◆ TASK DATA:
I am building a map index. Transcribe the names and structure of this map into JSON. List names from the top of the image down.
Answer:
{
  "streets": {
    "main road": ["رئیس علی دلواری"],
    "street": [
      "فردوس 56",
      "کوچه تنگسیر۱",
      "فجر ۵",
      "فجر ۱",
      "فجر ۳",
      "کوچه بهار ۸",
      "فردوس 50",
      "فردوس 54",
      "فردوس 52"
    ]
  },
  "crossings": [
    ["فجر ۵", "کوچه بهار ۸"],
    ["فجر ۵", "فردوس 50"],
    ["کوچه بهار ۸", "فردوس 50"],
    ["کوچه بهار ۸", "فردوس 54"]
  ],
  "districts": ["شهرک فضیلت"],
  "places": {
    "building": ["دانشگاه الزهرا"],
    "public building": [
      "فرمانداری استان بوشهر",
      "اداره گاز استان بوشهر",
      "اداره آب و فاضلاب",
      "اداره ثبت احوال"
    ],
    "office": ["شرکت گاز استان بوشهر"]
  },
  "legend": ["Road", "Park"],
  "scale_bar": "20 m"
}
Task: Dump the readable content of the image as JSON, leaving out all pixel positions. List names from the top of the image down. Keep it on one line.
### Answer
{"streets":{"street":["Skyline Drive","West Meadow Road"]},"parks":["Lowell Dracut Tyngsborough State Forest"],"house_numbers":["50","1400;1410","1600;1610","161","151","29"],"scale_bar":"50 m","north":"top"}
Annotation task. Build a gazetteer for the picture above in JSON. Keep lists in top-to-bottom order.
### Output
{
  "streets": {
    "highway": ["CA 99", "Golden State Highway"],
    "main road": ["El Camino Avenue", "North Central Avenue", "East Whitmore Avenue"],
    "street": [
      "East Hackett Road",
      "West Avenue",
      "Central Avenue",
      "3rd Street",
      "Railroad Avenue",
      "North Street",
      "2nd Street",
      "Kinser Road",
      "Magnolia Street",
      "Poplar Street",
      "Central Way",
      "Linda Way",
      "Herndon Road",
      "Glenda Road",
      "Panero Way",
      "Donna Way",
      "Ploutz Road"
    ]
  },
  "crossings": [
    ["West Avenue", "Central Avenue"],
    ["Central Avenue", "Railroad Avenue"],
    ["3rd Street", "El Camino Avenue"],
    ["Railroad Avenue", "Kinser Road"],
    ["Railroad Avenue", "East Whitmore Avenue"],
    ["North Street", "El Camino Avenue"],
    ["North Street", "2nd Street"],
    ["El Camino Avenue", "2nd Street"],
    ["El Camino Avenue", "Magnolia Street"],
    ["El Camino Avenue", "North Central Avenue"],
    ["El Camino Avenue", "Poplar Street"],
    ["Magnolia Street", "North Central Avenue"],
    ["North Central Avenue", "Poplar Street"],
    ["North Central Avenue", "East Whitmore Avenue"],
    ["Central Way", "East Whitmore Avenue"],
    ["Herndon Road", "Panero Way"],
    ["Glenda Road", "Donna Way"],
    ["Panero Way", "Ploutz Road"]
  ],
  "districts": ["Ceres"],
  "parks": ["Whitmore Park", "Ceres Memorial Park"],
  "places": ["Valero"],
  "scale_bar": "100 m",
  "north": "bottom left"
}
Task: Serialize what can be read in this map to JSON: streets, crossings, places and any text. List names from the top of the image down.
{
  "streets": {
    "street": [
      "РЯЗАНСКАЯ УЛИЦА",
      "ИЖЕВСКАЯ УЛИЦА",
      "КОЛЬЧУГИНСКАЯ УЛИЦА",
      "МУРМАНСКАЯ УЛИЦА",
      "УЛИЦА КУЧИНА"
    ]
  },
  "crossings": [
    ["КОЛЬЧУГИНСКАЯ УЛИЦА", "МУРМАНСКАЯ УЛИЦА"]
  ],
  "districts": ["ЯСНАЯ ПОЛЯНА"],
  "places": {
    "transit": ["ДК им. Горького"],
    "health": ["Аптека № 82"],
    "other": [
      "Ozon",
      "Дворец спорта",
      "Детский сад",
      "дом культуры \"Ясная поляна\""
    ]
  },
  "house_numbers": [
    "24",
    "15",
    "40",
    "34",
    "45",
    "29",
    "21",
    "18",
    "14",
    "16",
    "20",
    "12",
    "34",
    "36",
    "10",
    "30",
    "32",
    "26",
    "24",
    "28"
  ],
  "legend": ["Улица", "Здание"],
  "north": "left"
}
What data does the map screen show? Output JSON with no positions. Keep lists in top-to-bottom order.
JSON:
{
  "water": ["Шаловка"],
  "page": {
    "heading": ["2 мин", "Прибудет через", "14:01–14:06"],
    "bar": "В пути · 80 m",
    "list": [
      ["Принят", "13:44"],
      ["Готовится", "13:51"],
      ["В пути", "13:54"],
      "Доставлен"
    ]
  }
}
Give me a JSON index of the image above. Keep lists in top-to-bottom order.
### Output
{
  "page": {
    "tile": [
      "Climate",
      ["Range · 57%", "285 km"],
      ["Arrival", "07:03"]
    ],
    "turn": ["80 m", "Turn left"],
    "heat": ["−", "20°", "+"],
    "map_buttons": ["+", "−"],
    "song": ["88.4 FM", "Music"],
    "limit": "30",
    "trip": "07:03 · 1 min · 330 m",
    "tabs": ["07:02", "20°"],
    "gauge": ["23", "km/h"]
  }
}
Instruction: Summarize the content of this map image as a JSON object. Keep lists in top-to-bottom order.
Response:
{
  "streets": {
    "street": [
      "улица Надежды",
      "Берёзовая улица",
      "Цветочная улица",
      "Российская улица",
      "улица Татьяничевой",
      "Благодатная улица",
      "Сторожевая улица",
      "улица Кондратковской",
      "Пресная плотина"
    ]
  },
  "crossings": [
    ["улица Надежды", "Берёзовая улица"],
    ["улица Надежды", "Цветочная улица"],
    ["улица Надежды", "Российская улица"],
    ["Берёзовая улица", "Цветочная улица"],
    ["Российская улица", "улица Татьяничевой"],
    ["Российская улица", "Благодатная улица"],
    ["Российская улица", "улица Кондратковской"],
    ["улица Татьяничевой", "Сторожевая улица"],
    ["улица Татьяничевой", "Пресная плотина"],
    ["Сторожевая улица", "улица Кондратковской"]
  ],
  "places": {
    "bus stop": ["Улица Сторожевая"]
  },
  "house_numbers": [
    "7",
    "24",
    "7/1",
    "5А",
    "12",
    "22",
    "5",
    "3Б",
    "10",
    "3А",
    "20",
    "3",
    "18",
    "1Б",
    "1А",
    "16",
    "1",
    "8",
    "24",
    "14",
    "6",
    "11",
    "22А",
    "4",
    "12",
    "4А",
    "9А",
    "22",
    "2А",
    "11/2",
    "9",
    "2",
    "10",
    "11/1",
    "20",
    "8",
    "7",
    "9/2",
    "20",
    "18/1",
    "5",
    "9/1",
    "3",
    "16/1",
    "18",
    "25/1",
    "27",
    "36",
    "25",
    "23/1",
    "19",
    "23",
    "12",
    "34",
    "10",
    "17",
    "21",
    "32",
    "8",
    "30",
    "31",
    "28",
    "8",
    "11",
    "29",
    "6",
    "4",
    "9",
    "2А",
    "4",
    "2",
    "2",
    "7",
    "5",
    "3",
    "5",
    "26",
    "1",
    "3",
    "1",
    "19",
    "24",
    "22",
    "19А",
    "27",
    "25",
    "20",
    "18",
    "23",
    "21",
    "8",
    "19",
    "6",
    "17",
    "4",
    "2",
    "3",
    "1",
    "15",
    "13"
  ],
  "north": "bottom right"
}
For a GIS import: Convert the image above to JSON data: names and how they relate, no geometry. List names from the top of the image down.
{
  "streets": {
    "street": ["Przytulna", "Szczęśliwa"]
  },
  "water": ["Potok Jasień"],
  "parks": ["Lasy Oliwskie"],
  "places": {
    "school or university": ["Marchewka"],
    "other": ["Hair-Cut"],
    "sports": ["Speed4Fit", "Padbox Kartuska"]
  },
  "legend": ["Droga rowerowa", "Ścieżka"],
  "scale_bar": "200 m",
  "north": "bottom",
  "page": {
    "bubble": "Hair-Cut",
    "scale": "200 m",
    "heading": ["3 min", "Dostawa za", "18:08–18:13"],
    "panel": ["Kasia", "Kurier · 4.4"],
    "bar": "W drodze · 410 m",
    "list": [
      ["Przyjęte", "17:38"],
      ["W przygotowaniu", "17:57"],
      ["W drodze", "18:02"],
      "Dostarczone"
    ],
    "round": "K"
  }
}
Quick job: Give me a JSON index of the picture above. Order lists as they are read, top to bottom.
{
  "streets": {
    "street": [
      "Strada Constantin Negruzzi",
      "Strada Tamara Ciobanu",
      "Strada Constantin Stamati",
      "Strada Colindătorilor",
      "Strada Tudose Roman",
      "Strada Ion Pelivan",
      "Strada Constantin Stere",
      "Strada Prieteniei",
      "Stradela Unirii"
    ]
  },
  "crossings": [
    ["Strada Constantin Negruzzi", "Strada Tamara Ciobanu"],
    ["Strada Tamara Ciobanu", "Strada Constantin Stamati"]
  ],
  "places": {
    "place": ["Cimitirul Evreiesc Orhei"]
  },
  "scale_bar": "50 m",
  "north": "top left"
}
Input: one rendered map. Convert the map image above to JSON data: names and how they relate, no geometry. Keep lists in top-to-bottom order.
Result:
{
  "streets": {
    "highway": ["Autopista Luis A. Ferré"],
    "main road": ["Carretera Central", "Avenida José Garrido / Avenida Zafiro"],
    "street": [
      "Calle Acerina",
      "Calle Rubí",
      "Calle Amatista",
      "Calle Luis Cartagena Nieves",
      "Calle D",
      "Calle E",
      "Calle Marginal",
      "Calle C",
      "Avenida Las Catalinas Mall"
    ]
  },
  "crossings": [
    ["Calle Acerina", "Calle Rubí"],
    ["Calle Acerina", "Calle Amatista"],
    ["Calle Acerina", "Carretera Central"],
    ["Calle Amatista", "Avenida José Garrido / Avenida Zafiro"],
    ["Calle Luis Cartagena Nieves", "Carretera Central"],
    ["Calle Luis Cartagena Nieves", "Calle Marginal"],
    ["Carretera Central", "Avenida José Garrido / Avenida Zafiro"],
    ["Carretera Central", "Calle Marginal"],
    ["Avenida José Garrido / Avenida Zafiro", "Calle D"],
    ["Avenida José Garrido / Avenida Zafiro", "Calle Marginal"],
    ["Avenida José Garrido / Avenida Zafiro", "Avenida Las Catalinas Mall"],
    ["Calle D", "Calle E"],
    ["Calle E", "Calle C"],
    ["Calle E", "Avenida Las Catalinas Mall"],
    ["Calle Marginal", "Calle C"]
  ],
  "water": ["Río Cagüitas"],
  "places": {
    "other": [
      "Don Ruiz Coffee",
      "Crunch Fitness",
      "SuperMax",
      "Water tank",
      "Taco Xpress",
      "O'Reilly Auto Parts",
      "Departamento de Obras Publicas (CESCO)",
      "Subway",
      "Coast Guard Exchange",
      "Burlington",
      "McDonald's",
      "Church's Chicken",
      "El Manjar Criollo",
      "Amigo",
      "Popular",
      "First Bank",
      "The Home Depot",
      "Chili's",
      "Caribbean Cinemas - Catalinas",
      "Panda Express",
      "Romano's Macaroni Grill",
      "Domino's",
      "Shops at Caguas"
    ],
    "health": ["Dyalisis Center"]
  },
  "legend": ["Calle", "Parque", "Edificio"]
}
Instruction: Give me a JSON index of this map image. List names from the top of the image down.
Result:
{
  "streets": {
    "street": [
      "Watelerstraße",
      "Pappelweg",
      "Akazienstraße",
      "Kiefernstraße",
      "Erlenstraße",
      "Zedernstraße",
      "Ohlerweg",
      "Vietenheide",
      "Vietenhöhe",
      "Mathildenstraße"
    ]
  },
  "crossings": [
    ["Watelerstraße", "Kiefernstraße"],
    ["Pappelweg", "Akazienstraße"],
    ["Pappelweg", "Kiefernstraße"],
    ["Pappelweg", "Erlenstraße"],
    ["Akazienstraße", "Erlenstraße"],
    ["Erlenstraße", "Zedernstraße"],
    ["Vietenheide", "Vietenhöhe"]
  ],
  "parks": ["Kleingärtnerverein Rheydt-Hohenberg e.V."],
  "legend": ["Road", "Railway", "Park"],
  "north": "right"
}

◆ WORK ITEM: Since only part of the listing is wanted, copy exactly the lines from the one holding "What data does" to the one holding "Instruction: Summarize the", both included.

◆ RESPONSE AREA:
What data does the map screen show? Output JSON with no positions. Keep lists in top-to-bottom order.
JSON:
{
  "water": ["Шаловка"],
  "page": {
    "heading": ["2 мин", "Прибудет через", "14:01–14:06"],
    "bar": "В пути · 80 m",
    "list": [
      ["Принят", "13:44"],
      ["Готовится", "13:51"],
      ["В пути", "13:54"],
      "Доставлен"
    ]
  }
}
Give me a JSON index of the image above. Keep lists in top-to-bottom order.
### Output
{
  "page": {
    "tile": [
      "Climate",
      ["Range · 57%", "285 km"],
      ["Arrival", "07:03"]
    ],
    "turn": ["80 m", "Turn left"],
    "heat": ["−", "20°", "+"],
    "map_buttons": ["+", "−"],
    "song": ["88.4 FM", "Music"],
    "limit": "30",
    "trip": "07:03 · 1 min · 330 m",
    "tabs": ["07:02", "20°"],
    "gauge": ["23", "km/h"]
  }
}
Instruction: Summarize the content of this map image as a JSON object. Keep lists in top-to-bottom order.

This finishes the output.